> Exercise:
Go through the entries below and report how many lines contain the string "textBaseline". Nothing but the number is wanted.

> Entries provided:
************
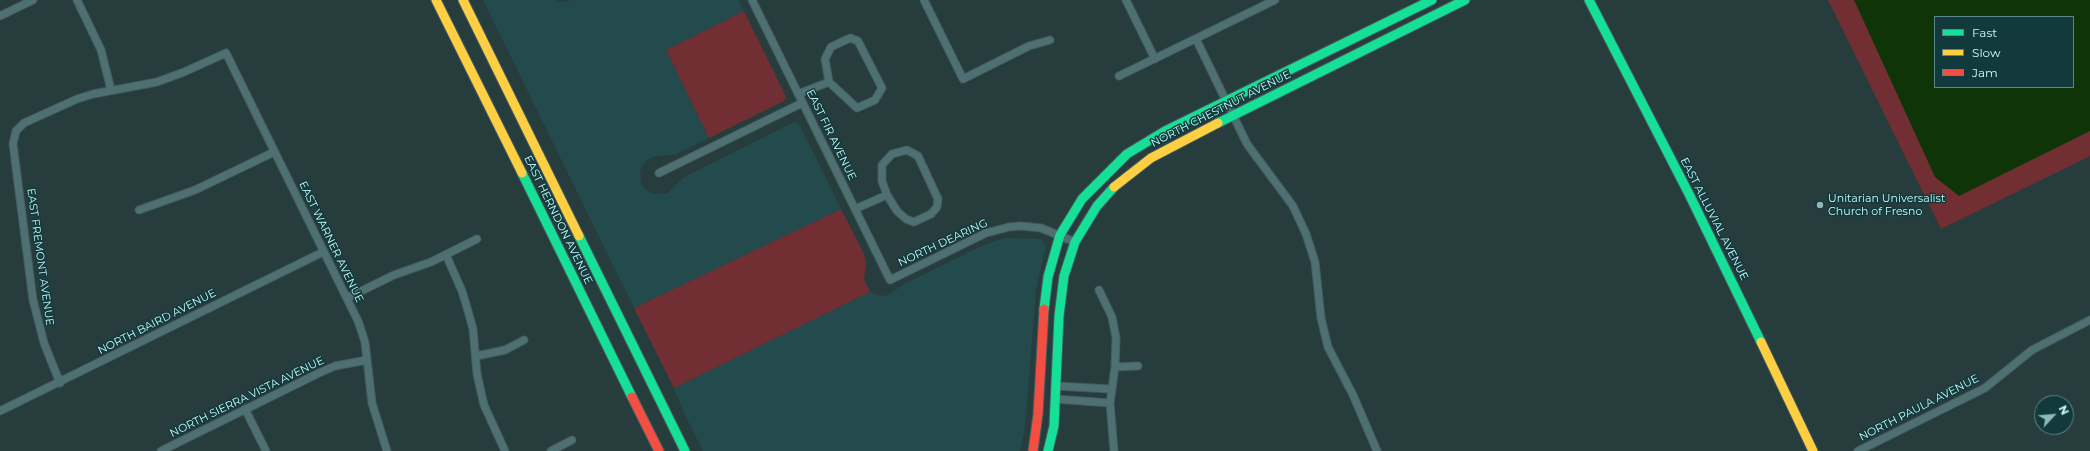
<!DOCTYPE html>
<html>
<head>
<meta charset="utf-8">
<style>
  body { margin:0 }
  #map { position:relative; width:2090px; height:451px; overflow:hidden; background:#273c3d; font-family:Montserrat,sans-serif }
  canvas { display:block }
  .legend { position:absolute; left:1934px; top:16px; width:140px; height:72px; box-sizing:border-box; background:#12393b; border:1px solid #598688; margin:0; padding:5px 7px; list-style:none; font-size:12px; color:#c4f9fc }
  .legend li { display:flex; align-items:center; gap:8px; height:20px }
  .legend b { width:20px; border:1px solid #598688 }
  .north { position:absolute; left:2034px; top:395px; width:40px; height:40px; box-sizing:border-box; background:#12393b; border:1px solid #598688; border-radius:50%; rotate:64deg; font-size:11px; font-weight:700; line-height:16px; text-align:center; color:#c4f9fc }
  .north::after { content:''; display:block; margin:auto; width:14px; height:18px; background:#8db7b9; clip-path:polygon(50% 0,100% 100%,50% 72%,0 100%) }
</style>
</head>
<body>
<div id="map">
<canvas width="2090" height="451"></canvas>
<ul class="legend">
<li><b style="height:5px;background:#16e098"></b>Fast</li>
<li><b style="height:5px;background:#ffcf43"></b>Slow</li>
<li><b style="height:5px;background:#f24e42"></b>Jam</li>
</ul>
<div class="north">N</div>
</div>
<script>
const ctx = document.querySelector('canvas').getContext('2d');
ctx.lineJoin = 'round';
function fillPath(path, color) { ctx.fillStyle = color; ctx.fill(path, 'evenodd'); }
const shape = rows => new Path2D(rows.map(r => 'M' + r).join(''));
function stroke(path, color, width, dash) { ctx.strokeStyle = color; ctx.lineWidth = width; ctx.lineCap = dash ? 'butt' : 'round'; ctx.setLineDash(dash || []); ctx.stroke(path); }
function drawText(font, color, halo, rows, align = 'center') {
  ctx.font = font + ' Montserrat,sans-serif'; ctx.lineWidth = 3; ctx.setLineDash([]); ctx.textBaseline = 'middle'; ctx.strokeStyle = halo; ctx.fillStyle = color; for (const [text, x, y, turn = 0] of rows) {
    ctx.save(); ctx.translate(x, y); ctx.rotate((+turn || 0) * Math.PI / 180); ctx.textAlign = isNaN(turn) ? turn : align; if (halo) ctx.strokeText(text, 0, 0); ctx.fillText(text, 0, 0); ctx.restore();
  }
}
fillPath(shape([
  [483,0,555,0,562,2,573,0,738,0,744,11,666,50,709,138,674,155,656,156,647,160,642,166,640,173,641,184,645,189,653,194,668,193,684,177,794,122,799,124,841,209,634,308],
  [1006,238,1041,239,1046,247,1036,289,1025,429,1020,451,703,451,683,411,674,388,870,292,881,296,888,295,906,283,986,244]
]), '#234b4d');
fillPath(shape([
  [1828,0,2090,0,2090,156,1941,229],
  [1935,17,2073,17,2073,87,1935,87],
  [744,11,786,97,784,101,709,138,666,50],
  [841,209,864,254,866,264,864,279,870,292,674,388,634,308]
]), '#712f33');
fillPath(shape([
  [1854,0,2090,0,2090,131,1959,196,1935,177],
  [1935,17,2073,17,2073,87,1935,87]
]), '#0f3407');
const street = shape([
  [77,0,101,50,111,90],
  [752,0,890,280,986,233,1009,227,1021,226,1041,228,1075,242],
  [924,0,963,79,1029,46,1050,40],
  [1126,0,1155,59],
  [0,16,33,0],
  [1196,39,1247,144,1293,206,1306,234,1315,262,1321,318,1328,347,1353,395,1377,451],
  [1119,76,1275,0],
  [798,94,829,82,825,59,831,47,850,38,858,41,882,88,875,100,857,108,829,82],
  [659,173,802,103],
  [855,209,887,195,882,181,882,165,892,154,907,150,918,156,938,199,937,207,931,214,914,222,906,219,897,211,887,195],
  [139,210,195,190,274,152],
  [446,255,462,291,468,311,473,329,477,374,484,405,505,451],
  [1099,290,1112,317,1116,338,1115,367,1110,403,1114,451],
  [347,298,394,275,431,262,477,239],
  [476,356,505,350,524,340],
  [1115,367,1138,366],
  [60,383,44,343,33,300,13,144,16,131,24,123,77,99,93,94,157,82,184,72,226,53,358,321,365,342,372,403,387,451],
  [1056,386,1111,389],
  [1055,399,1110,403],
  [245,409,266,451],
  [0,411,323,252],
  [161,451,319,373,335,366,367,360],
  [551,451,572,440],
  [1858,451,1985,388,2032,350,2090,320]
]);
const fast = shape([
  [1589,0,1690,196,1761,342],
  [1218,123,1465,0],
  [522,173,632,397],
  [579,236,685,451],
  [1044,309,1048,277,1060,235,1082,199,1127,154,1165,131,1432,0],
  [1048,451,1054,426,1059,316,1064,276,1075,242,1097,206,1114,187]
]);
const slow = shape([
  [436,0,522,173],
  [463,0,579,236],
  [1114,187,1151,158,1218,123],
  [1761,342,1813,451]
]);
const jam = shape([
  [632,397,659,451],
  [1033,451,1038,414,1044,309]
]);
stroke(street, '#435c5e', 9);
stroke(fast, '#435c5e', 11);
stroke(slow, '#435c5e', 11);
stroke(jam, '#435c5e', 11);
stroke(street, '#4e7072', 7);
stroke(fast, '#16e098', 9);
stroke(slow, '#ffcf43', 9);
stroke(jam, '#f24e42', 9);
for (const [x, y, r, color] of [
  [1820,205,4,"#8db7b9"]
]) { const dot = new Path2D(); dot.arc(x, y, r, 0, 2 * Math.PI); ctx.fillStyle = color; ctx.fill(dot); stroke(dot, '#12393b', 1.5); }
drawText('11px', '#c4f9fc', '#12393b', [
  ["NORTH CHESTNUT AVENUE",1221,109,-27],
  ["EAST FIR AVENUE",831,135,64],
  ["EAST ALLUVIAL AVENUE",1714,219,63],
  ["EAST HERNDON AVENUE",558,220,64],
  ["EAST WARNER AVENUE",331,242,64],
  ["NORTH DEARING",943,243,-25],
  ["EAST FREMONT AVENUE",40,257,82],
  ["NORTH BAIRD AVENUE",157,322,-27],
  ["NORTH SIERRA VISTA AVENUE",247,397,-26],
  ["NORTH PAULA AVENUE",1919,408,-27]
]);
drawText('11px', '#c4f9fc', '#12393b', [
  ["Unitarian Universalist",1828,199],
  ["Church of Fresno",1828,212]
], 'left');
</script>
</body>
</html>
************
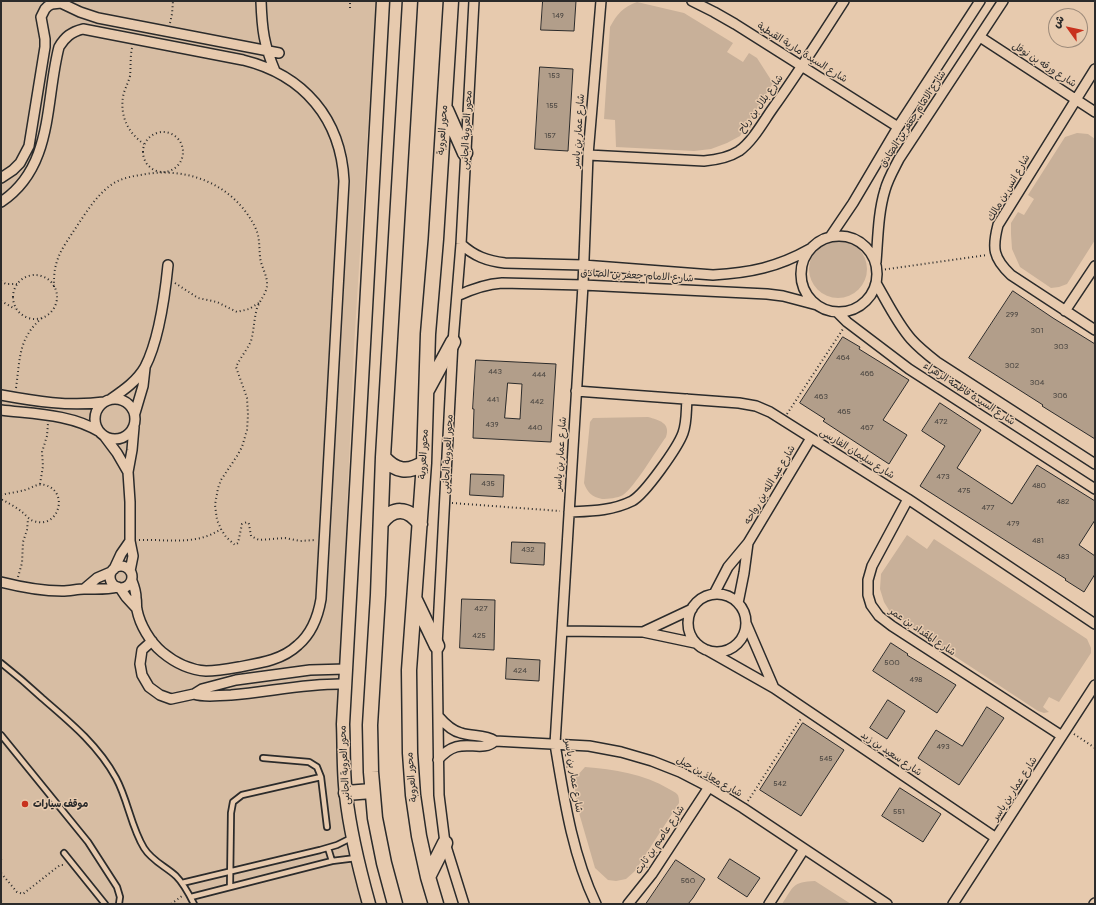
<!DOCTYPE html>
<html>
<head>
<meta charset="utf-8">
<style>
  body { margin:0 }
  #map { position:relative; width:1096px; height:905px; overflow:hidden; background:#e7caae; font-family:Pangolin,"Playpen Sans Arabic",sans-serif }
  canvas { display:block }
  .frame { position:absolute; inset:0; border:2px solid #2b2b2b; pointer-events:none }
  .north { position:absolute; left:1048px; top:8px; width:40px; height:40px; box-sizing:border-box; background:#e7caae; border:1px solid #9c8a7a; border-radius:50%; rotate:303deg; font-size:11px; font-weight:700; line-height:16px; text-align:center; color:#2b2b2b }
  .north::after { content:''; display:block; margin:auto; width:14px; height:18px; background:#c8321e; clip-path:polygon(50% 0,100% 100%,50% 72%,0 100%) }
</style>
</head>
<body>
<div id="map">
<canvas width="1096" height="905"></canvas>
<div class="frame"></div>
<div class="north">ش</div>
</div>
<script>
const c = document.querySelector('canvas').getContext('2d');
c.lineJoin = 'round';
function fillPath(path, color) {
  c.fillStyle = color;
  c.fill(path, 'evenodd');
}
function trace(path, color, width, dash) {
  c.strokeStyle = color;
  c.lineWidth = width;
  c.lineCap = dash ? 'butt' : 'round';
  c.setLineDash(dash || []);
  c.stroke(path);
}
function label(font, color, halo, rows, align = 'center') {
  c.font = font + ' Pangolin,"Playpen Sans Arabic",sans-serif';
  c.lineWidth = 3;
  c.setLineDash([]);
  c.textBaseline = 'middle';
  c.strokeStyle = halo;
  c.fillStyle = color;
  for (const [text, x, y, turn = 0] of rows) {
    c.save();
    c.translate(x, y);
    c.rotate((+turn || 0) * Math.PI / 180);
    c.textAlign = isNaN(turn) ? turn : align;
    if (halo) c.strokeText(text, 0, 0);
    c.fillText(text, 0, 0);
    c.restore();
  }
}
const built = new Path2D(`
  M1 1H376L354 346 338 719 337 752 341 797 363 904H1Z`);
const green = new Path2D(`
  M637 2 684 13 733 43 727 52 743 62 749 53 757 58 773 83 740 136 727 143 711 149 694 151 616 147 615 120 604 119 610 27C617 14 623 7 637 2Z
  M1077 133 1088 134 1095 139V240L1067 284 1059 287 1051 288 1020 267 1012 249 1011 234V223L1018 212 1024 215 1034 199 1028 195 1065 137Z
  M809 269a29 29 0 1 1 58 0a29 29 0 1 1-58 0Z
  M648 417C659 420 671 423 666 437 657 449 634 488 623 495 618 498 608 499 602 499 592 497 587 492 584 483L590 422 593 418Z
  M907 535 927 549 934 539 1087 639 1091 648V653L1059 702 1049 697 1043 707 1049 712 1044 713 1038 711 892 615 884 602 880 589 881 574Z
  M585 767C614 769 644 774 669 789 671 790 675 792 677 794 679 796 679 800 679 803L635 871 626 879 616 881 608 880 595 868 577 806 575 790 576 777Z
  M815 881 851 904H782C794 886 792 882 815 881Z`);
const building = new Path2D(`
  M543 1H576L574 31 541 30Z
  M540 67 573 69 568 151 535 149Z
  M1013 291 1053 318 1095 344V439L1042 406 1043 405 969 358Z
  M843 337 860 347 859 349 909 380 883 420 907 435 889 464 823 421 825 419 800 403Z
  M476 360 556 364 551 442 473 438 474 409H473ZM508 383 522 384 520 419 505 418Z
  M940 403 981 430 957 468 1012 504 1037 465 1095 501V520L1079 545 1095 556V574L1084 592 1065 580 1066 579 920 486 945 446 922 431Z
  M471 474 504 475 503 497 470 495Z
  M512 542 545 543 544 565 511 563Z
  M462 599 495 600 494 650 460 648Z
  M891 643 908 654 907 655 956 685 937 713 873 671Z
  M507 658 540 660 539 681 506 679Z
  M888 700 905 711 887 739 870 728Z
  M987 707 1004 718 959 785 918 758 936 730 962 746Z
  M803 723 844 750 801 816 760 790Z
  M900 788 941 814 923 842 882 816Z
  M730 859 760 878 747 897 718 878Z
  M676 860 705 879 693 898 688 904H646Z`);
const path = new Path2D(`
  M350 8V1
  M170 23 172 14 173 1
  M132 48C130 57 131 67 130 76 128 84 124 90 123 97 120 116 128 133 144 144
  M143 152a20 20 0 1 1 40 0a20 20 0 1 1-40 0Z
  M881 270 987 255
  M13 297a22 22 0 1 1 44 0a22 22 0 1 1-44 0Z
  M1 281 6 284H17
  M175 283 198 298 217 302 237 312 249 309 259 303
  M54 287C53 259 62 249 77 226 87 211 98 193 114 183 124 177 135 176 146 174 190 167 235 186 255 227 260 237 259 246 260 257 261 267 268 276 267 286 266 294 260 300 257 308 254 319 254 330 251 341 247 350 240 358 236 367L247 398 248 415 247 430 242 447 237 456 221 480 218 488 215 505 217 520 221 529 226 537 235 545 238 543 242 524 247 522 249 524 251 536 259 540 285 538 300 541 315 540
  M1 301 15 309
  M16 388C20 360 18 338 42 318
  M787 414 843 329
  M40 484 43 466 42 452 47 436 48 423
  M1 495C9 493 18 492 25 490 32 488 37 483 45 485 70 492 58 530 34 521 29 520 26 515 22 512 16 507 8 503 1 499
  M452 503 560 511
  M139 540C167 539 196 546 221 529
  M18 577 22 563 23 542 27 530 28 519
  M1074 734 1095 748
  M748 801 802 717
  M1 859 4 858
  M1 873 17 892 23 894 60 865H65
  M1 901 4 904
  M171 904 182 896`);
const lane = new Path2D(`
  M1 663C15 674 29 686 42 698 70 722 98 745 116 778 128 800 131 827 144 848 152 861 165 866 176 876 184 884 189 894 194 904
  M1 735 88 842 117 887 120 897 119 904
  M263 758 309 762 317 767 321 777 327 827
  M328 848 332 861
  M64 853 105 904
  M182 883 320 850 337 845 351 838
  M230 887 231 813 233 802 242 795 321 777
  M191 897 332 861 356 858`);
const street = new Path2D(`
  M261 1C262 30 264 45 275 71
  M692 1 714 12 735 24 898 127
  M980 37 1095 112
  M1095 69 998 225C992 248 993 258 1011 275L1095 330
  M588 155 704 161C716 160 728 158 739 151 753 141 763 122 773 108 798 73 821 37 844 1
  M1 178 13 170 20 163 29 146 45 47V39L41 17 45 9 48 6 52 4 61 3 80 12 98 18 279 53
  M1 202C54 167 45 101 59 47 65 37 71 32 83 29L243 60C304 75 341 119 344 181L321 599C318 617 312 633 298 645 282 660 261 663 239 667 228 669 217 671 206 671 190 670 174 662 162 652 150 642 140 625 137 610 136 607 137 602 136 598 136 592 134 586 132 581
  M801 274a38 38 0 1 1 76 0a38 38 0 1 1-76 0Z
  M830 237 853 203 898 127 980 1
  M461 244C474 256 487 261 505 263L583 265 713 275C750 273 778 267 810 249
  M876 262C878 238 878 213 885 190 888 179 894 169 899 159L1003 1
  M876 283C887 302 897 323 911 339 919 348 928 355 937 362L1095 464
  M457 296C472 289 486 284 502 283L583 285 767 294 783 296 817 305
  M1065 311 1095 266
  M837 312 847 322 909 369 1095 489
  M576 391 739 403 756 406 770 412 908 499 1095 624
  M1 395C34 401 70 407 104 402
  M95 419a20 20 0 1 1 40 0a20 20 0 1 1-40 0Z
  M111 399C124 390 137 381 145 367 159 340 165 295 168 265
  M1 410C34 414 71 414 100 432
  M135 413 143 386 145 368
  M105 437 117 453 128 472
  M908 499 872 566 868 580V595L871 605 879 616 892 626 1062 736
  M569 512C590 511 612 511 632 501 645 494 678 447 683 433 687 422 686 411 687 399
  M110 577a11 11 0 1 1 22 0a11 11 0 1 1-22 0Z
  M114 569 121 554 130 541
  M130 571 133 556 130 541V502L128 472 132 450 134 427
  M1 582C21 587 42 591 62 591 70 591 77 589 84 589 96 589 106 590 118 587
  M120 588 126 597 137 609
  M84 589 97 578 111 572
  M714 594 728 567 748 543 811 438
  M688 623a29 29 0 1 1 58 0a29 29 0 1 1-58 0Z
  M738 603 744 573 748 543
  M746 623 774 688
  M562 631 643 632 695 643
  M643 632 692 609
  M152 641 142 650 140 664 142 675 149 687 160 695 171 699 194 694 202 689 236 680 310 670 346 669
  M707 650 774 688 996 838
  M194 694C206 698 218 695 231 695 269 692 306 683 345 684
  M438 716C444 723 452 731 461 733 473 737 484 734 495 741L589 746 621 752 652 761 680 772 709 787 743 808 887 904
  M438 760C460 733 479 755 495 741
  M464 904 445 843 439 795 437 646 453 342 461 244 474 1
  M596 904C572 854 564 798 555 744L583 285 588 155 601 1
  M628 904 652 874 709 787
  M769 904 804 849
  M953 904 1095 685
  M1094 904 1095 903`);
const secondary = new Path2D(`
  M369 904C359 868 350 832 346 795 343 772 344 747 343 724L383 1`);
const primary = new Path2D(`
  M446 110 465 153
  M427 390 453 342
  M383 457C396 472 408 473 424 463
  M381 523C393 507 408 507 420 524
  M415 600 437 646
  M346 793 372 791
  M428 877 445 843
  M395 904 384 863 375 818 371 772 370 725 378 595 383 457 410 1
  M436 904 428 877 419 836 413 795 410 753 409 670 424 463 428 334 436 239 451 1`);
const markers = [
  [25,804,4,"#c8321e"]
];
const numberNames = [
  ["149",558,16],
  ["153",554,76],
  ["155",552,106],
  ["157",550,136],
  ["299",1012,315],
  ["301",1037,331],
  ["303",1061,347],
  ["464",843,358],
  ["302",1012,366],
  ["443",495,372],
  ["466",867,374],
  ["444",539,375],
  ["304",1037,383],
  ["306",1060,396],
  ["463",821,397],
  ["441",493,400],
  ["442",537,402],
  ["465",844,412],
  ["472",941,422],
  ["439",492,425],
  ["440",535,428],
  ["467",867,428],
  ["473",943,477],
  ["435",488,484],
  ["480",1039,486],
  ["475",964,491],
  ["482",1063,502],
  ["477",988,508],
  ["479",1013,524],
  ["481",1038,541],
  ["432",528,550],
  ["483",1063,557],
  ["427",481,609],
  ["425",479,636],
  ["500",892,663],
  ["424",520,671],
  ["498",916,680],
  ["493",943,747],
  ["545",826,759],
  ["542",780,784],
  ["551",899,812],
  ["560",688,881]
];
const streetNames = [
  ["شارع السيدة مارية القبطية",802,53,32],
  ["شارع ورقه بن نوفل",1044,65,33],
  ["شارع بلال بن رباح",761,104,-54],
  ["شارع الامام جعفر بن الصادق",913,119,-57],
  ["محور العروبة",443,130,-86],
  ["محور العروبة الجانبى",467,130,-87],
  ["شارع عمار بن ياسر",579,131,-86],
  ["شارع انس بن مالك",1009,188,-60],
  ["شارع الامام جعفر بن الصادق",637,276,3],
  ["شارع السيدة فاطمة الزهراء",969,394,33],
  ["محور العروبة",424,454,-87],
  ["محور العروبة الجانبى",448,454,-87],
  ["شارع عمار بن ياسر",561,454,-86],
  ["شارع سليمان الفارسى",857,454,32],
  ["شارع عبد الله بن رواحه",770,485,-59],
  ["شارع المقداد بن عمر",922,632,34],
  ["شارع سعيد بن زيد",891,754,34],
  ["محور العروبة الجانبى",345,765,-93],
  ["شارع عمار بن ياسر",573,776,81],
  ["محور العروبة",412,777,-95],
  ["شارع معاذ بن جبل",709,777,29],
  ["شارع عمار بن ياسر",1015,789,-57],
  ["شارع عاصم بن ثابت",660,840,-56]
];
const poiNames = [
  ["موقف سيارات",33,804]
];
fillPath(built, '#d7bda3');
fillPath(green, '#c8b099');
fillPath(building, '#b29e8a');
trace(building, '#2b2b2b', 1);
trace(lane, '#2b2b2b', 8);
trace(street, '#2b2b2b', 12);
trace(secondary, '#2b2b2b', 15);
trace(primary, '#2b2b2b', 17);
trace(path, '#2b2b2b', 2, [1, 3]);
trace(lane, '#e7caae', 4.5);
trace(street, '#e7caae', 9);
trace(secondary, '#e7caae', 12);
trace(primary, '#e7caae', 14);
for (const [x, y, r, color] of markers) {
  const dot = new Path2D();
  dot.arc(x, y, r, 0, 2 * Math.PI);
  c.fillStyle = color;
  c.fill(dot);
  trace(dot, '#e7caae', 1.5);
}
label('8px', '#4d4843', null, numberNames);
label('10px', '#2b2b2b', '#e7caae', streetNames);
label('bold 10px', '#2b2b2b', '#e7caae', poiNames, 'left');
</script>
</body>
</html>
************
> Answer box:
2